Warp library what can be done to big input arrays to keep differentiability

Hello I work on some computer vision task and I would like to ask about the statement from documentation in regards to preserving possibility of auto differentiation with tape

Kernels should not overwrite any previously used array values except to perform simple linear add/subtract operations
  1. Generally in order to get any output from the function one need to mutate the entries, I seen in examples that for example that this mutation can also include dot product operations, so what is an example of the operation one should not try, for example in a context of simulating 3d particle grid interaction simulation

  2. In case the array would be to big to fit in gpu memory is there some batching supported? I am aware that it will reduce performance, still sometimes can not be avoided.

ok about what can be and can not be done basically this tests in your repository answers

about batching I suppose answer is not, but still I suppose I can use pytorch for this

Hi @jakub.mitura14! I reached out to the devs to see if they have anything more to add.

Hi Jakub,

For auto-diff for work we generally need to preserve inputs so that the backwards pass can work. There are some cases we can overwrite previous values, but only when subsequent operations are linear. e.g.: doing array[i] = log(array[i]), will not work (doing this in the kernel is fine though e.g.: y = log(y), is of course fine).

We are working on some documentation improvements to make these points more clear.

Regarding batching, you may have seen we recently added multidimensional array support.
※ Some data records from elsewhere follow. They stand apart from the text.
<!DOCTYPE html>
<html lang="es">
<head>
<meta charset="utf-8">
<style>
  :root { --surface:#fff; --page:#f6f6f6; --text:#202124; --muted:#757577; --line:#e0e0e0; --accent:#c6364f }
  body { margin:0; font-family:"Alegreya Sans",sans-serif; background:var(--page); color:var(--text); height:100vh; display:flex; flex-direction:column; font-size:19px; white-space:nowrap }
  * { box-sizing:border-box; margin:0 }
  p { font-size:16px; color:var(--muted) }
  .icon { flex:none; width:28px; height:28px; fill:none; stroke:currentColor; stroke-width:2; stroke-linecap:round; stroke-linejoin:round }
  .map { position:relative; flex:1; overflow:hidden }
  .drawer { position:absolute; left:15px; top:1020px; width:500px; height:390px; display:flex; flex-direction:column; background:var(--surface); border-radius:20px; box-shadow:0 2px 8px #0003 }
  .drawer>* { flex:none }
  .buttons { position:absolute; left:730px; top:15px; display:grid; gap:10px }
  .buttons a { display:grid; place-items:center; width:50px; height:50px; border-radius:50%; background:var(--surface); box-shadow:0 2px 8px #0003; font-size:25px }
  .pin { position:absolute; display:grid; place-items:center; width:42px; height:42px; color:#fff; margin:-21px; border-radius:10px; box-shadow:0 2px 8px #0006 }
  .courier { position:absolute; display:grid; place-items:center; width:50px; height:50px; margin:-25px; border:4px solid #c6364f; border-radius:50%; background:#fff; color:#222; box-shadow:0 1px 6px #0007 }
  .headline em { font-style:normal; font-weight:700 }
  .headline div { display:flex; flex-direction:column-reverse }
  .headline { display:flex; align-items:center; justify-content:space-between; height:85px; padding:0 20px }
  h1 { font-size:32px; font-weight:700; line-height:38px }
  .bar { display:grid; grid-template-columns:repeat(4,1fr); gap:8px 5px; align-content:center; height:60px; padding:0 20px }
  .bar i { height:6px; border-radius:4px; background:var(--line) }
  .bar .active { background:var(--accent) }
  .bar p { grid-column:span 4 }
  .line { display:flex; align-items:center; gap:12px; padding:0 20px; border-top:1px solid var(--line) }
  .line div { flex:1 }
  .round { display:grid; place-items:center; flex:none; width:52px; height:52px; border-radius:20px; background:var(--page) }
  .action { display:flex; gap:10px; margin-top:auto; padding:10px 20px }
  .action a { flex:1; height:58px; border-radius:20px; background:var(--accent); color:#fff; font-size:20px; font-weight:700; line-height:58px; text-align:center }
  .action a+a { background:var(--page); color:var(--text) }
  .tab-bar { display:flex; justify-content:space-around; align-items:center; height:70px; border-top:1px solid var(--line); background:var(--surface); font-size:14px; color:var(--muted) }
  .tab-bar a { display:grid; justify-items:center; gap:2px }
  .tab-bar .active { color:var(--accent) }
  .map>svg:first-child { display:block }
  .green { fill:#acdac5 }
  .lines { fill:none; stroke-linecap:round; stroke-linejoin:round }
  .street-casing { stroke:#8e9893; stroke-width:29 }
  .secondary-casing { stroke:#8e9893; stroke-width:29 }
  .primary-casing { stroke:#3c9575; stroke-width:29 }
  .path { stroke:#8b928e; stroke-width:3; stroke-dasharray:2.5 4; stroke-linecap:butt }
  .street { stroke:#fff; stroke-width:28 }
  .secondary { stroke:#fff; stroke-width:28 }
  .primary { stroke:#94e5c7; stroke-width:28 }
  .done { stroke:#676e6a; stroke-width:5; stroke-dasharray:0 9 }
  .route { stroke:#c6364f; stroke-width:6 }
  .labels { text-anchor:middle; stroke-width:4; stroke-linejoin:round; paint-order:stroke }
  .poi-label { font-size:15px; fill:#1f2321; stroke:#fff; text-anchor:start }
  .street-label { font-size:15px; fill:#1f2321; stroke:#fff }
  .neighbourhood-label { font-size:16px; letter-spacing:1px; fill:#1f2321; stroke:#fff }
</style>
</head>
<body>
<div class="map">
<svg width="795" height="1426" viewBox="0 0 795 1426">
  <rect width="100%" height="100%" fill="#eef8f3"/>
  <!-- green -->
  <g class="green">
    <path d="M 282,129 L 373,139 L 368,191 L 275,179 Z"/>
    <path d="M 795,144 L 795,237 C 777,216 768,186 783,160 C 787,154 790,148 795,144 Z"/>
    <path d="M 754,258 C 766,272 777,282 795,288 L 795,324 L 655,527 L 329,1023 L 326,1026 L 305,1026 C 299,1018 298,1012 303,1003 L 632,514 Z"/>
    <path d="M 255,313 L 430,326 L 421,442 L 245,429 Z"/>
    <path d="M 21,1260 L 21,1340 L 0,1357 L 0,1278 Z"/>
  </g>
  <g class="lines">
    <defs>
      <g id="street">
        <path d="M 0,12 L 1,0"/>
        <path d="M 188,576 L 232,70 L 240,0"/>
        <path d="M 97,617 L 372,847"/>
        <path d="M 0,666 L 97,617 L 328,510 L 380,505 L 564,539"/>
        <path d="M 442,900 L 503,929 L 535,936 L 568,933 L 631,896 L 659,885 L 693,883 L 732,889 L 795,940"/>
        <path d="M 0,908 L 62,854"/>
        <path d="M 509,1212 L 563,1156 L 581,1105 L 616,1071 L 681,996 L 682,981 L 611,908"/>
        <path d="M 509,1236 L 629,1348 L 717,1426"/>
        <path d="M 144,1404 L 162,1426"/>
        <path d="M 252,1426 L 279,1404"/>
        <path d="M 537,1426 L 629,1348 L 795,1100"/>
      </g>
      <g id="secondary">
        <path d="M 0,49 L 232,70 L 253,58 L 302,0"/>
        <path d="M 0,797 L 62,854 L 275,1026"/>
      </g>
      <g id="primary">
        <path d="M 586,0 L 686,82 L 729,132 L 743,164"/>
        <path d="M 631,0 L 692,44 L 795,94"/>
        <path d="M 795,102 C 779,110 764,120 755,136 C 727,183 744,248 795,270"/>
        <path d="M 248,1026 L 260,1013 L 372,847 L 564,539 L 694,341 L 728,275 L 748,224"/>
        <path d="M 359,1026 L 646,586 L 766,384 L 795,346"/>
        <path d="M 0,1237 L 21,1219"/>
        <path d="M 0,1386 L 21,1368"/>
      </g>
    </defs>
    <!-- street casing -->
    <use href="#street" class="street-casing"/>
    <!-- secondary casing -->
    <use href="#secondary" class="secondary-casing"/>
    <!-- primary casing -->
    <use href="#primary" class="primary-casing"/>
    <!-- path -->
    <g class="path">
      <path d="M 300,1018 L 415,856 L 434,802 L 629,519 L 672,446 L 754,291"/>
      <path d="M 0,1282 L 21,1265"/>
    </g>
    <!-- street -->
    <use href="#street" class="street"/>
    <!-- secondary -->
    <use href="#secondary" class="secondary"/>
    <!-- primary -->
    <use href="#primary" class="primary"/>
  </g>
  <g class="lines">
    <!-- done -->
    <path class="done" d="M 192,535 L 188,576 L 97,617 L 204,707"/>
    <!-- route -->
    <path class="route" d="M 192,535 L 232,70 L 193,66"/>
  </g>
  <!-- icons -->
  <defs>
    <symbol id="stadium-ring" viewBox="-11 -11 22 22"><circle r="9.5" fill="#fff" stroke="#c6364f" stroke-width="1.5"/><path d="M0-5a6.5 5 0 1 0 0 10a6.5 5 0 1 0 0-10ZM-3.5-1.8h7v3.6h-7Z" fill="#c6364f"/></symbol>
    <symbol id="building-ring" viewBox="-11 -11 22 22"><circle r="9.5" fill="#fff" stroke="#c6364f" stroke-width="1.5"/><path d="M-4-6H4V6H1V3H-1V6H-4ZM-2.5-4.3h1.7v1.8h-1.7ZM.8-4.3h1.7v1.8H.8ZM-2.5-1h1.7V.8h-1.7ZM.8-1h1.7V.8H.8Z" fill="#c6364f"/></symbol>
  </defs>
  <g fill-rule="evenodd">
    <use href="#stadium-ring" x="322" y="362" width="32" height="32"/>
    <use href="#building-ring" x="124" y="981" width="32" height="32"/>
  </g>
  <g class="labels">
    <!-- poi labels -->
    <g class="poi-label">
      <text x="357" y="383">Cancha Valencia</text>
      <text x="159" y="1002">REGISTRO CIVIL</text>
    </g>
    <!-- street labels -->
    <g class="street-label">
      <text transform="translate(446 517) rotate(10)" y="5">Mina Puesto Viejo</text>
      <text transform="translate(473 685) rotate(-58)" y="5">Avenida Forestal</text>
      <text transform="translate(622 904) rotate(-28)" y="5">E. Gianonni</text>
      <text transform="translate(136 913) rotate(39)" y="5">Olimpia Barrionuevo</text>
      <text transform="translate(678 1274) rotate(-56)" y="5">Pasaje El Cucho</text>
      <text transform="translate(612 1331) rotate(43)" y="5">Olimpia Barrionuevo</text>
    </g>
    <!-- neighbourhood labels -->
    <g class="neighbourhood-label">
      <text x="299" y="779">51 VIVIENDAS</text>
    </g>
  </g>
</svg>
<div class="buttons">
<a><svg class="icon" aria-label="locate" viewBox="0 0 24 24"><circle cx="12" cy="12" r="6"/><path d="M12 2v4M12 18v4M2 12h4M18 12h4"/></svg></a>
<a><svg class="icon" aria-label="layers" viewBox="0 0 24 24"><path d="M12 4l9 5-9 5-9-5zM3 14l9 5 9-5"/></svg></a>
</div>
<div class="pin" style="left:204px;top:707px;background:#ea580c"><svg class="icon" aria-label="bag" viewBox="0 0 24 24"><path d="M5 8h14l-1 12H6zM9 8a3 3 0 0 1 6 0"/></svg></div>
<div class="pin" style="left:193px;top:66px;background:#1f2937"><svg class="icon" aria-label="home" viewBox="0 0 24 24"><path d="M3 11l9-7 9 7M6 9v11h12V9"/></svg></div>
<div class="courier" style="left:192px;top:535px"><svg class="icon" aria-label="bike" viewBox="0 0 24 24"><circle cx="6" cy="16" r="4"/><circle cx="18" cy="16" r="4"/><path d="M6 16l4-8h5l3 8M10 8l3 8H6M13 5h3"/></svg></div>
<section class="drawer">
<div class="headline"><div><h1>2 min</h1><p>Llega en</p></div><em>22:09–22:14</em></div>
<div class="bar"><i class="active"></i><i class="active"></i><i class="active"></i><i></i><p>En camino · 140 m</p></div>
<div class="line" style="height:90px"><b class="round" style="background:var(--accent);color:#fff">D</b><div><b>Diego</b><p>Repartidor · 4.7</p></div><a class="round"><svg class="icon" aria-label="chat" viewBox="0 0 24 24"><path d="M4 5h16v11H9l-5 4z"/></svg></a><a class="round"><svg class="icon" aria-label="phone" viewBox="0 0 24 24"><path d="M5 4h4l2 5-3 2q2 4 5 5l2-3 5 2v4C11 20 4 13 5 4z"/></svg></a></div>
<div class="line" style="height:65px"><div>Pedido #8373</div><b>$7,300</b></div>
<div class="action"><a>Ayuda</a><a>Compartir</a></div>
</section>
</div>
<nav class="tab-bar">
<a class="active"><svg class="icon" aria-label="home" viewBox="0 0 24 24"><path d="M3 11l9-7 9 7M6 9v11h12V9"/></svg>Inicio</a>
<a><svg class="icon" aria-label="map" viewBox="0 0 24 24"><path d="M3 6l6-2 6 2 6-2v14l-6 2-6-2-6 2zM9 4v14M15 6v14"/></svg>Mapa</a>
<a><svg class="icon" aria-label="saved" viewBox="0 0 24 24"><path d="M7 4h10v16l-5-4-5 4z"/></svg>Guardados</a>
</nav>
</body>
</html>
This can be useful to help implement batching in general, let me know if you need something else specific.

Cheers,
Miles

1 Like

Fantastic thank you @milesmacklin for taking time to respond me!, ok about batching yest it solves a problem.
Still something about gradient flow is not clear to me.

Now in order to check weather I understand it correctly first I will add context I am creating some model that is processing neighborhood on 3d MRI image.
layer1: given neighborhood and multiple matrices that represent parameters of a model it will return decision to mark neighborhood
implicit gpu sync
layer2: deterministic layer - on the basis of the decision output from layer one adjust labels

layer1 and layer2 woud be invoked in loop, gradients of layer one should be calculated in respect to layer two outpu - I divide logic into two layers only to allow gpu sync

loss function outputting float

Now parameters for each voxel=thread are the same and jointly trained (there may be millions of voxels)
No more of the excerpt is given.